**Task to carry out**: From the line with "strokePath(service, '#fff', 5.5);" to the final line, print the records exactly as they are.

[Data records]
"""

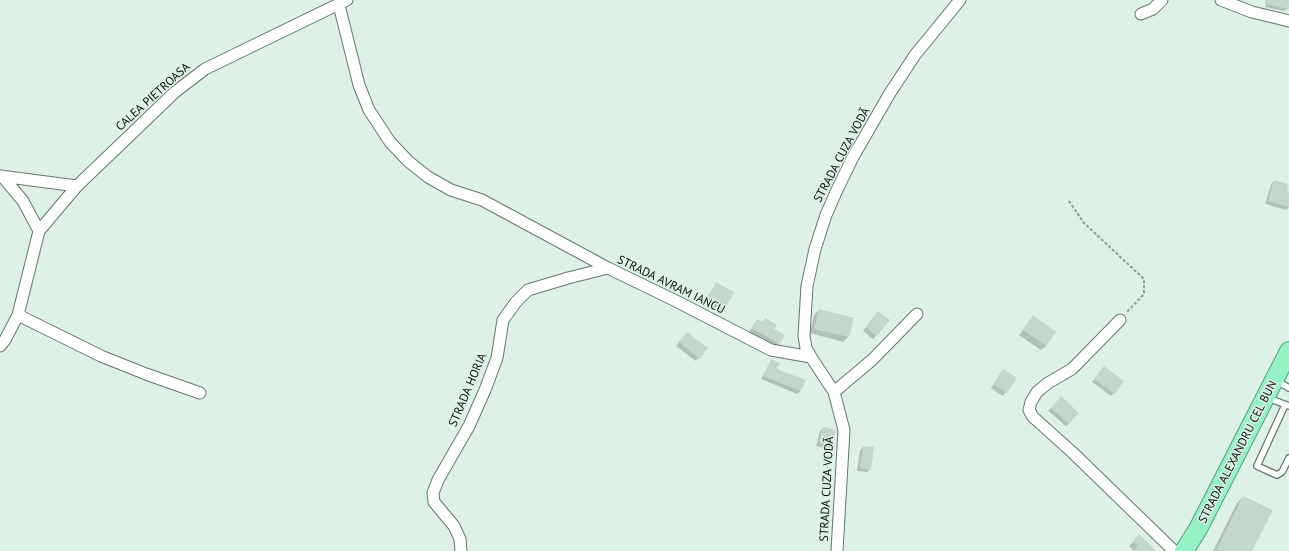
<!DOCTYPE html>
<html>
<head>
<meta charset="utf-8">
<style>
	body { margin:0 }
	canvas { display:block; background:#def1e6 }
</style>
</head>
<body>
<canvas width="1289" height="551"></canvas>
<script>
const c = document.querySelector('canvas').getContext('2d');
c.lineJoin = 'round';
function fill(path, color) {
  c.fillStyle = color;
  c.fill(path, 'evenodd');
}
function shape(rows) {
  const path = new Path2D();
  for (const r of rows) {
    path.moveTo(r[0], r[1]);
    for (let i = 2; i < r.length; i += 2) path.lineTo(r[i], r[i + 1]);
  }
  return path;
}
function strokePath(path, color, width, dash) {
  c.strokeStyle = color;
  c.lineWidth = width;
  c.lineCap = dash ? 'butt' : 'round';
  c.setLineDash(dash || []);
  c.stroke(path);
}
function write(font, color, halo, rows, align = 'center') {
  c.font = font + ' "PT Sans",sans-serif';
  c.lineWidth = 3;
  c.setLineDash([]);
  c.textBaseline = 'middle';
  c.strokeStyle = halo;
  c.fillStyle = color;
  for (const [text, x, y, turn = 0] of rows) {
    c.save();
    c.translate(x, y);
    c.rotate((+turn || 0) * Math.PI / 180);
    c.textAlign = isNaN(turn) ? turn : align;
    if (halo) c.strokeText(text, 0, 0);
    c.fillText(text, 0, 0);
    c.restore();
  }
}
fill(shape([
	[1267,0,1289,0,1288,8,1284,11,1265,7],
	[1274,181,1289,193,1289,207,1286,210,1265,204,1271,184],
	[716,283,724,308,721,311,704,303],
	[819,310,853,318,848,337,843,342,810,333,814,315],
	[875,315,889,320,873,339,863,331],
	[1033,317,1046,346,1041,350,1019,335],
	[757,320,784,335,776,347,749,332],
	[684,336,699,358,696,361,676,346],
	[772,360,776,370,801,391,797,394,761,379],
	[1101,370,1114,393,1111,396,1092,382],
	[1003,371,1015,379,1003,396,991,388],
	[1058,401,1069,423,1066,426,1048,411],
	[823,428,835,431,831,446,828,449,816,446,820,431],
	[863,447,871,469,867,472,857,471,860,450],
	[1243,497,1251,551,1213,551,1237,503],
	[1139,536,1154,551,1134,551,1129,546]
]), '#0003');
fill(shape([
	[1265,0,1289,0,1289,9,1265,4],
	[1274,180,1288,184,1287,191,1289,192,1289,207,1268,201],
	[716,282,734,292,725,309,707,299],
	[819,309,854,318,849,337,814,329],
	[878,311,890,320,877,336,866,327],
	[1033,315,1056,332,1046,346,1023,330],
	[765,318,777,325,774,329,785,335,780,344,751,328,757,319,763,322],
	[687,332,708,348,700,359,679,342],
	[771,359,780,363,777,369,806,380,801,391,763,376],
	[1104,366,1124,381,1115,394,1094,379],
	[1003,369,1017,378,1007,393,993,384],
	[1061,396,1079,413,1069,424,1051,408],
	[823,427,836,430,832,446,819,443],
	[863,446,874,447,871,470,860,468],
	[1243,496,1273,510,1252,551,1216,551],
	[1139,534,1156,551,1133,551,1138,546,1133,541]
]), '#c4d7cc');
const service = shape([
	[1277,381,1289,388],
	[1268,398,1289,406],
	[1285,405,1257,466,1277,475,1282,472,1289,458]
]);
const minor = shape([
	[1221,0,1252,12,1289,21],
	[339,5,359,85,369,110,390,142,408,161,428,177,451,190,482,200,608,268,676,301,771,350,811,357],
	[1141,14,1153,9,1162,0],
	[0,176,77,186],
	[2,176,23,201,39,231],
	[18,315,101,356,146,374,200,393],
	[1120,320,1072,369,1048,383,1037,392,1031,402,1029,410,1033,417,1072,452,1174,551],
	[0,346,5,340,18,315,39,231,77,186,175,92,205,69,347,0],
	[834,392,872,360,917,314],
	[461,551,460,539,454,526,434,502,433,493,438,480,469,426,485,390,497,358,503,320,516,302,528,290,568,278,608,268],
	[837,551,844,430,834,392,811,357,806,348,804,336,807,286,815,249,826,215,837,190,853,157,890,93,915,55,960,0]
]);
const trunk = shape([
	[1184,551,1198,529,1289,351]
]);
strokePath(service, '#66776d', 8);
strokePath(minor, '#66776d', 13);
strokePath(trunk, '#53a17a', 20);
strokePath(shape([
	[1069,201,1084,223,1144,279,1144,294,1126,313]
]), '#8e9c94', 2, [3, 2]);
strokePath(service, '#fff', 5.5);
strokePath(minor, '#fff', 11);
strokePath(trunk, '#94f2c4', 18);
write('12px', '#0a110d', '#def1e6', [
	["CALEA PIETROASA",153,97,-42],
	["STRADA CUZA VODĂ",842,155,-62],
	["STRADA AVRAM IANCU",671,285,26],
	["STRADA HORIA",468,390,-67],
	["STRADA ALEXANDRU CEL BUN",1238,452,-63],
	["STRADA CUZA VODĂ",827,489,-87]
]);
</script>
</body>
</html>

"""

**Answer section**:
strokePath(service, '#fff', 5.5);
strokePath(minor, '#fff', 11);
strokePath(trunk, '#94f2c4', 18);
write('12px', '#0a110d', '#def1e6', [
	["CALEA PIETROASA",153,97,-42],
	["STRADA CUZA VODĂ",842,155,-62],
	["STRADA AVRAM IANCU",671,285,26],
	["STRADA HORIA",468,390,-67],
	["STRADA ALEXANDRU CEL BUN",1238,452,-63],
	["STRADA CUZA VODĂ",827,489,-87]
]);
</script>
</body>
</html>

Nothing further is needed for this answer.